Task directions :: Without reproducing any image, print the listing below exactly.
== Record extracts ==
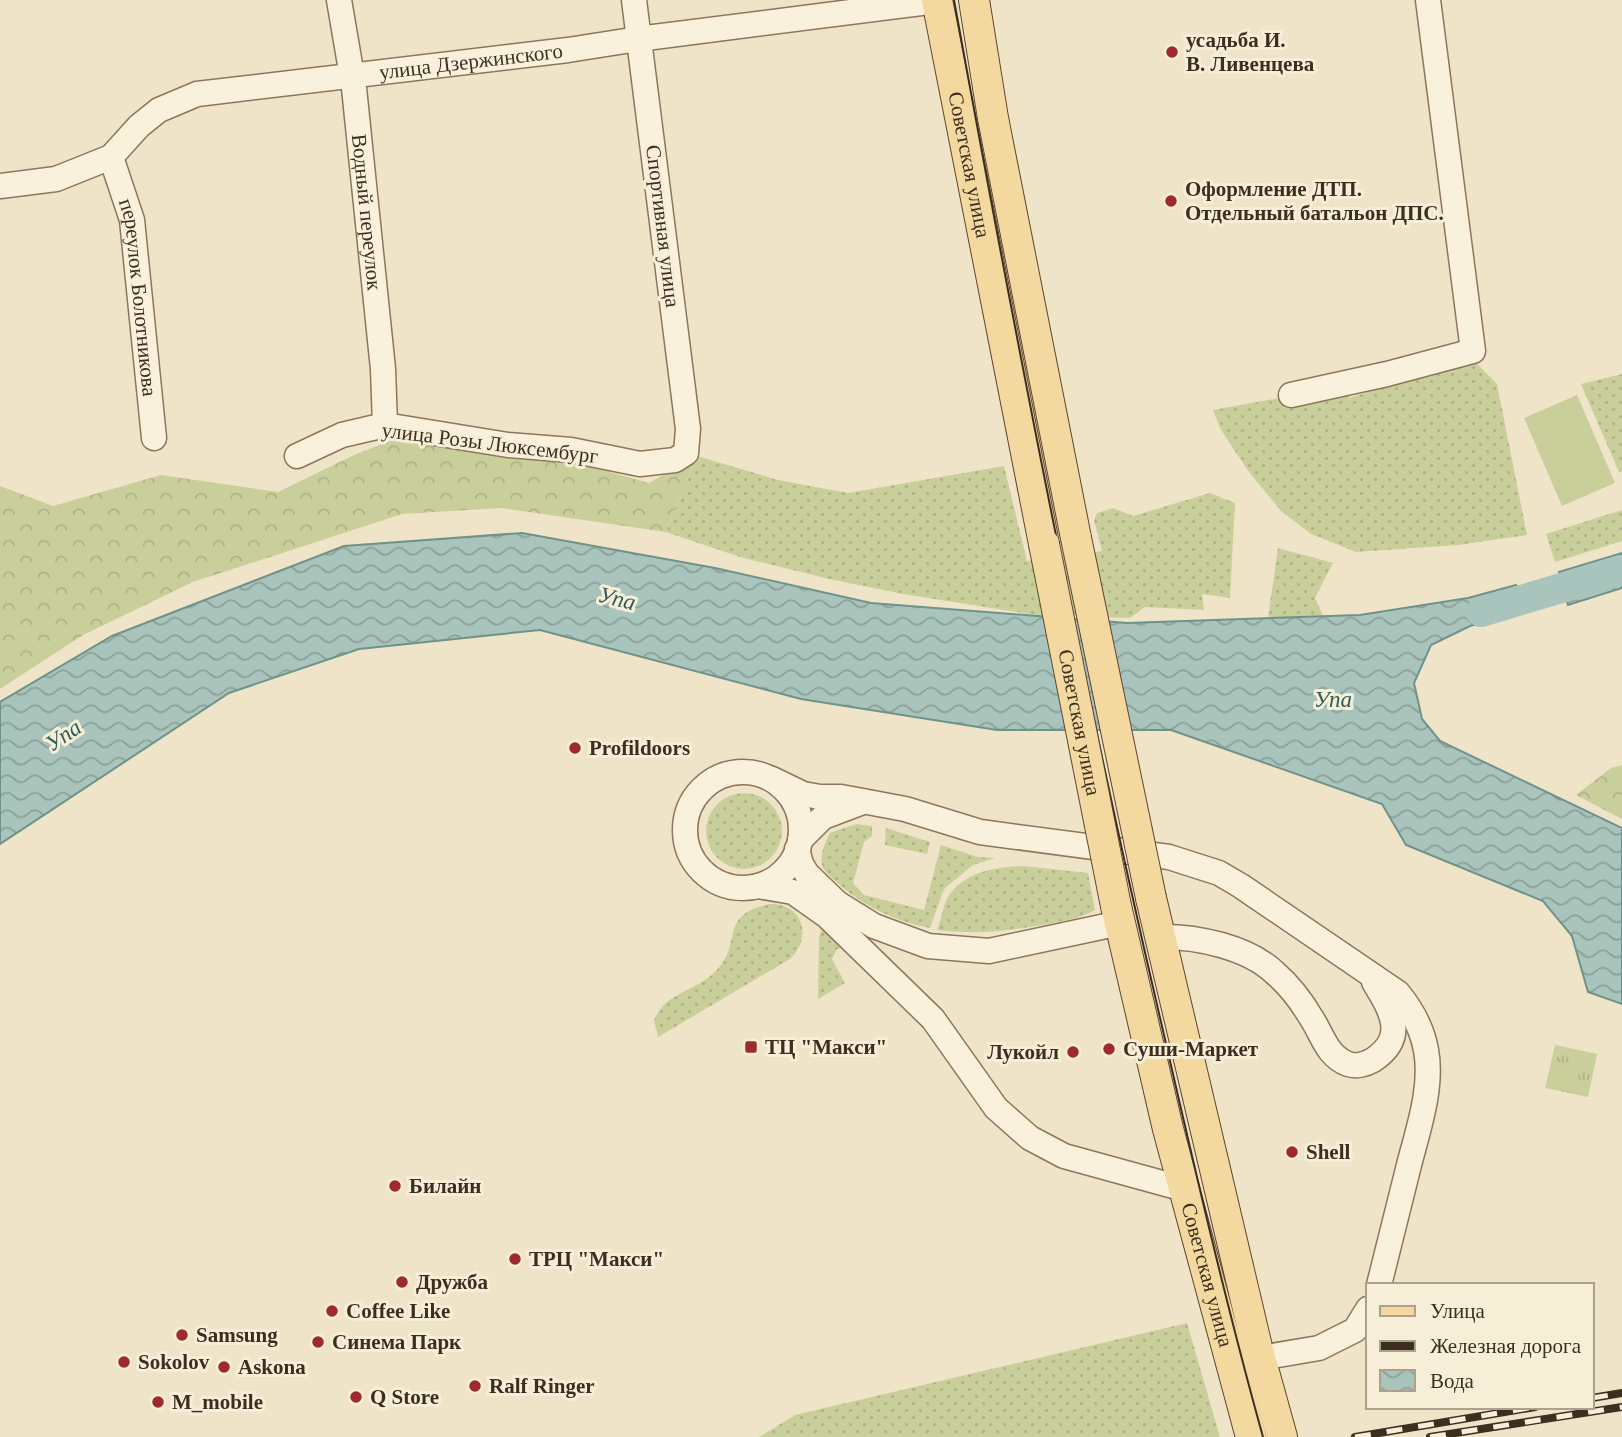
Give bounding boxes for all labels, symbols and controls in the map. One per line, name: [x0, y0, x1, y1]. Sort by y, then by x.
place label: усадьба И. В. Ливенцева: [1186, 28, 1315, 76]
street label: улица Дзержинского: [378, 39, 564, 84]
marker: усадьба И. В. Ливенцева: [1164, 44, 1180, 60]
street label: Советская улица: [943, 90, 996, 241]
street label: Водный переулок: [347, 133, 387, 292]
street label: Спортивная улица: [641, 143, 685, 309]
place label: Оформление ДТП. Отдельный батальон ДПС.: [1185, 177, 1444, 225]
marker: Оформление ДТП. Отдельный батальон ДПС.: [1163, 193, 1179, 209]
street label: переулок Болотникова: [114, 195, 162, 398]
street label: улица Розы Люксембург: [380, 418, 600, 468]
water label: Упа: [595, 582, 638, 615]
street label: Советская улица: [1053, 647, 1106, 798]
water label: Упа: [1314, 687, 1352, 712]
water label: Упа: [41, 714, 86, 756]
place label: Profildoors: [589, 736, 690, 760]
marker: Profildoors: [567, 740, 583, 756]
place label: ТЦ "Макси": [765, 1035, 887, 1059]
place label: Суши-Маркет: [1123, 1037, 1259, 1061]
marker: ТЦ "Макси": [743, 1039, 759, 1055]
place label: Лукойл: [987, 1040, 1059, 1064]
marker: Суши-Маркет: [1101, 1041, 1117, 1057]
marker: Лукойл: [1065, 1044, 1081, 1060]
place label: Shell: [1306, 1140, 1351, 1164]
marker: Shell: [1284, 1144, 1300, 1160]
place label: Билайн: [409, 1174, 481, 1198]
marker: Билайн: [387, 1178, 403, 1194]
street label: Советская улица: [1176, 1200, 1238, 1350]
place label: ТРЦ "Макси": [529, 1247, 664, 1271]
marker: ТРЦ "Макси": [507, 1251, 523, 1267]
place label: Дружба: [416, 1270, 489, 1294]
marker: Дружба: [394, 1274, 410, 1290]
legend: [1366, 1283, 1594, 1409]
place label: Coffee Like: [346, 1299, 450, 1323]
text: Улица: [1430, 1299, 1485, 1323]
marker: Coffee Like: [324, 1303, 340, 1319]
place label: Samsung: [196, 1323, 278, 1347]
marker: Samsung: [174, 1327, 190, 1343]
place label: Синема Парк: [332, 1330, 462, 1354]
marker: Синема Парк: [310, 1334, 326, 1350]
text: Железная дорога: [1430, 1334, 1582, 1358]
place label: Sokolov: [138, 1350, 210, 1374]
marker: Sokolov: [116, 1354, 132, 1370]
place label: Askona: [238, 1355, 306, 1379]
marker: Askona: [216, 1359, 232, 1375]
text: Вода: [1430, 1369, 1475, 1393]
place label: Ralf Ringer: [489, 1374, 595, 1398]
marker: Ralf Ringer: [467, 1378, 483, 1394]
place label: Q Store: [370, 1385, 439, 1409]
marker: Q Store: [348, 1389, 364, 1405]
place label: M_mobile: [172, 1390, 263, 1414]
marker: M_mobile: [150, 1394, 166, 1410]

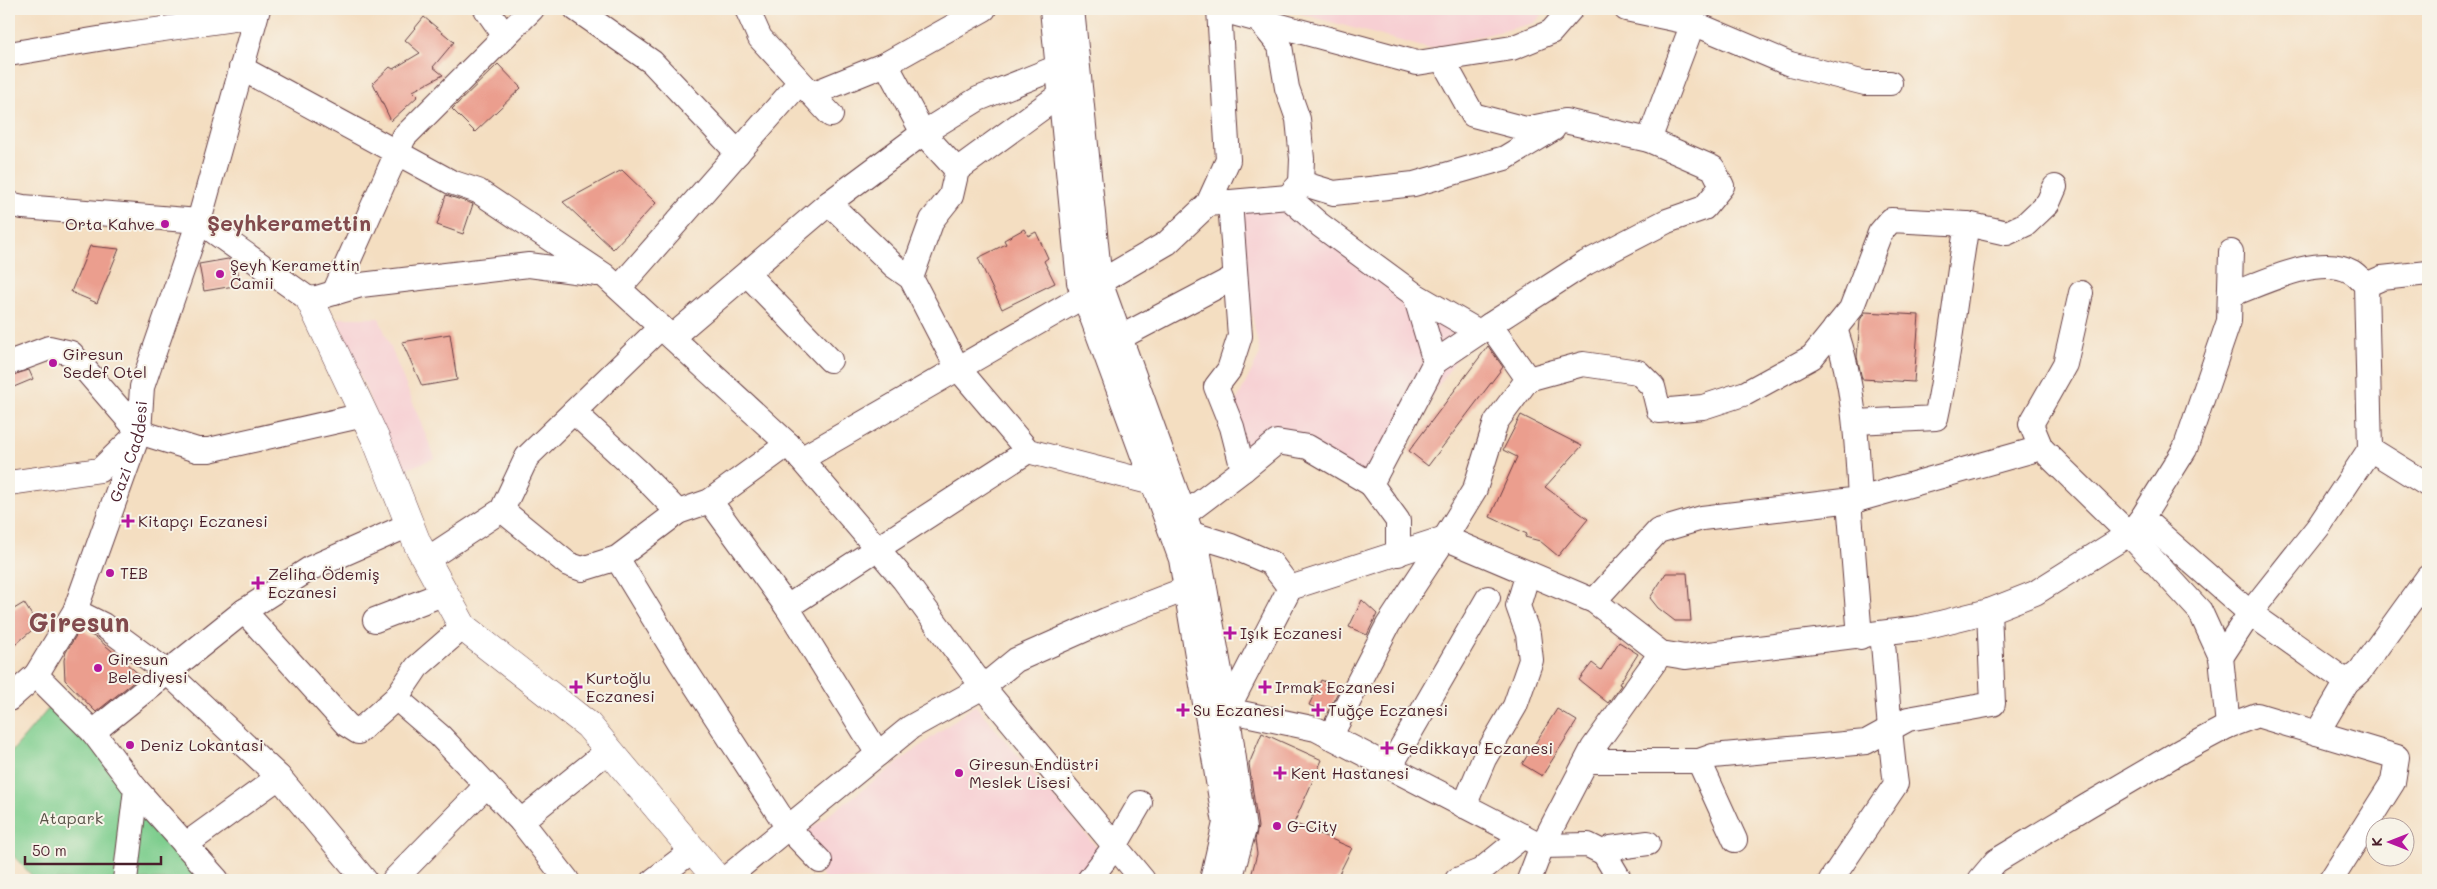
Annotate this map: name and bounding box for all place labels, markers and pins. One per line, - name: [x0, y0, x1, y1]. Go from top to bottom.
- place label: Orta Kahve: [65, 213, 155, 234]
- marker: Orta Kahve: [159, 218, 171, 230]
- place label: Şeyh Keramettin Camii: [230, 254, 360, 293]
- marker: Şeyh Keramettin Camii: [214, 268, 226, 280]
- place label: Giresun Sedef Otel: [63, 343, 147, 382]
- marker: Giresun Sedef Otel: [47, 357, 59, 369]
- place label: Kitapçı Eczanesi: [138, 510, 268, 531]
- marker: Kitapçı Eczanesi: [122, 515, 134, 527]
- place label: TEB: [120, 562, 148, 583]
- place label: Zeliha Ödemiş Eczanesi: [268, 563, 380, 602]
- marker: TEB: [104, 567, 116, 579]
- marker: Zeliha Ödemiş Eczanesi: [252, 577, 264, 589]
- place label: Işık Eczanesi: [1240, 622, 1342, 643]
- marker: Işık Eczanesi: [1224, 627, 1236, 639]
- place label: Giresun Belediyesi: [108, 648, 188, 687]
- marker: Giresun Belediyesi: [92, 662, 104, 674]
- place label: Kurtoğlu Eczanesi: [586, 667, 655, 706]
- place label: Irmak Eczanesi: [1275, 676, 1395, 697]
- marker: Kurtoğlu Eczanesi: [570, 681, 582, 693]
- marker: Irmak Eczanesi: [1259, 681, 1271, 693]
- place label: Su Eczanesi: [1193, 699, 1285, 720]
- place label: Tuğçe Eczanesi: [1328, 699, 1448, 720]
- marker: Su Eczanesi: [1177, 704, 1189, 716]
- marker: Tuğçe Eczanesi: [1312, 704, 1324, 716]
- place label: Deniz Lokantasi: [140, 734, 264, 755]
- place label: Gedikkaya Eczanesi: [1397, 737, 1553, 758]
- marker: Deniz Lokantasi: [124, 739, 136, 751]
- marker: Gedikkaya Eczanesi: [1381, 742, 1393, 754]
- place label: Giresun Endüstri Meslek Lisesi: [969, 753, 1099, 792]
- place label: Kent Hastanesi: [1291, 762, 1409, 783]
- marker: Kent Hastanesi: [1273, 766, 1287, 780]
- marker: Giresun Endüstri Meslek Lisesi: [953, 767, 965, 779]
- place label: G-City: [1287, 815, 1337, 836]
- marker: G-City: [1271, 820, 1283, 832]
===
Task response ::
Give bounding boxes for all labels, symbols and controls in the map. One per line, name: [x0, y0, x1, y1]. Sort by y, then by x.
place label: усадьба И. В. Ливенцева: [1186, 28, 1315, 76]
street label: улица Дзержинского: [378, 39, 564, 84]
marker: усадьба И. В. Ливенцева: [1164, 44, 1180, 60]
street label: Советская улица: [943, 90, 996, 241]
street label: Водный переулок: [347, 133, 387, 292]
street label: Спортивная улица: [641, 143, 685, 309]
place label: Оформление ДТП. Отдельный батальон ДПС.: [1185, 177, 1444, 225]
marker: Оформление ДТП. Отдельный батальон ДПС.: [1163, 193, 1179, 209]
street label: переулок Болотникова: [114, 195, 162, 398]
street label: улица Розы Люксембург: [380, 418, 600, 468]
water label: Упа: [595, 582, 638, 615]
street label: Советская улица: [1053, 647, 1106, 798]
water label: Упа: [1314, 687, 1352, 712]
water label: Упа: [41, 714, 86, 756]
place label: Profildoors: [589, 736, 690, 760]
marker: Profildoors: [567, 740, 583, 756]
place label: ТЦ "Макси": [765, 1035, 887, 1059]
place label: Суши-Маркет: [1123, 1037, 1259, 1061]
marker: ТЦ "Макси": [743, 1039, 759, 1055]
place label: Лукойл: [987, 1040, 1059, 1064]
marker: Суши-Маркет: [1101, 1041, 1117, 1057]
marker: Лукойл: [1065, 1044, 1081, 1060]
place label: Shell: [1306, 1140, 1351, 1164]
marker: Shell: [1284, 1144, 1300, 1160]
place label: Билайн: [409, 1174, 481, 1198]
marker: Билайн: [387, 1178, 403, 1194]
street label: Советская улица: [1176, 1200, 1238, 1350]
place label: ТРЦ "Макси": [529, 1247, 664, 1271]
marker: ТРЦ "Макси": [507, 1251, 523, 1267]
place label: Дружба: [416, 1270, 489, 1294]
marker: Дружба: [394, 1274, 410, 1290]
legend: [1366, 1283, 1594, 1409]
place label: Coffee Like: [346, 1299, 450, 1323]
text: Улица: [1430, 1299, 1485, 1323]
marker: Coffee Like: [324, 1303, 340, 1319]
place label: Samsung: [196, 1323, 278, 1347]
marker: Samsung: [174, 1327, 190, 1343]
place label: Синема Парк: [332, 1330, 462, 1354]
marker: Синема Парк: [310, 1334, 326, 1350]
text: Железная дорога: [1430, 1334, 1582, 1358]
place label: Sokolov: [138, 1350, 210, 1374]
marker: Sokolov: [116, 1354, 132, 1370]
place label: Askona: [238, 1355, 306, 1379]
marker: Askona: [216, 1359, 232, 1375]
text: Вода: [1430, 1369, 1475, 1393]
place label: Ralf Ringer: [489, 1374, 595, 1398]
marker: Ralf Ringer: [467, 1378, 483, 1394]
place label: Q Store: [370, 1385, 439, 1409]
marker: Q Store: [348, 1389, 364, 1405]
place label: M_mobile: [172, 1390, 263, 1414]
marker: M_mobile: [150, 1394, 166, 1410]

Annotate this map: name and bounding box for all place labels, markers and pins. One per line, - name: [x0, y0, x1, y1]. Go from top to bottom.
- place label: Orta Kahve: [65, 213, 155, 234]
- marker: Orta Kahve: [159, 218, 171, 230]
- place label: Şeyh Keramettin Camii: [230, 254, 360, 293]
- marker: Şeyh Keramettin Camii: [214, 268, 226, 280]
- place label: Giresun Sedef Otel: [63, 343, 147, 382]
- marker: Giresun Sedef Otel: [47, 357, 59, 369]
- place label: Kitapçı Eczanesi: [138, 510, 268, 531]
- marker: Kitapçı Eczanesi: [122, 515, 134, 527]
- place label: TEB: [120, 562, 148, 583]
- place label: Zeliha Ödemiş Eczanesi: [268, 563, 380, 602]
- marker: TEB: [104, 567, 116, 579]
- marker: Zeliha Ödemiş Eczanesi: [252, 577, 264, 589]
- place label: Işık Eczanesi: [1240, 622, 1342, 643]
- marker: Işık Eczanesi: [1224, 627, 1236, 639]
- place label: Giresun Belediyesi: [108, 648, 188, 687]
- marker: Giresun Belediyesi: [92, 662, 104, 674]
- place label: Kurtoğlu Eczanesi: [586, 667, 655, 706]
- place label: Irmak Eczanesi: [1275, 676, 1395, 697]
- marker: Kurtoğlu Eczanesi: [570, 681, 582, 693]
- marker: Irmak Eczanesi: [1259, 681, 1271, 693]
- place label: Su Eczanesi: [1193, 699, 1285, 720]
- place label: Tuğçe Eczanesi: [1328, 699, 1448, 720]
- marker: Su Eczanesi: [1177, 704, 1189, 716]
- marker: Tuğçe Eczanesi: [1312, 704, 1324, 716]
- place label: Deniz Lokantasi: [140, 734, 264, 755]
- place label: Gedikkaya Eczanesi: [1397, 737, 1553, 758]
- marker: Deniz Lokantasi: [124, 739, 136, 751]
- marker: Gedikkaya Eczanesi: [1381, 742, 1393, 754]
- place label: Giresun Endüstri Meslek Lisesi: [969, 753, 1099, 792]
- place label: Kent Hastanesi: [1291, 762, 1409, 783]
- marker: Kent Hastanesi: [1273, 766, 1287, 780]
- marker: Giresun Endüstri Meslek Lisesi: [953, 767, 965, 779]
- place label: G-City: [1287, 815, 1337, 836]
- marker: G-City: [1271, 820, 1283, 832]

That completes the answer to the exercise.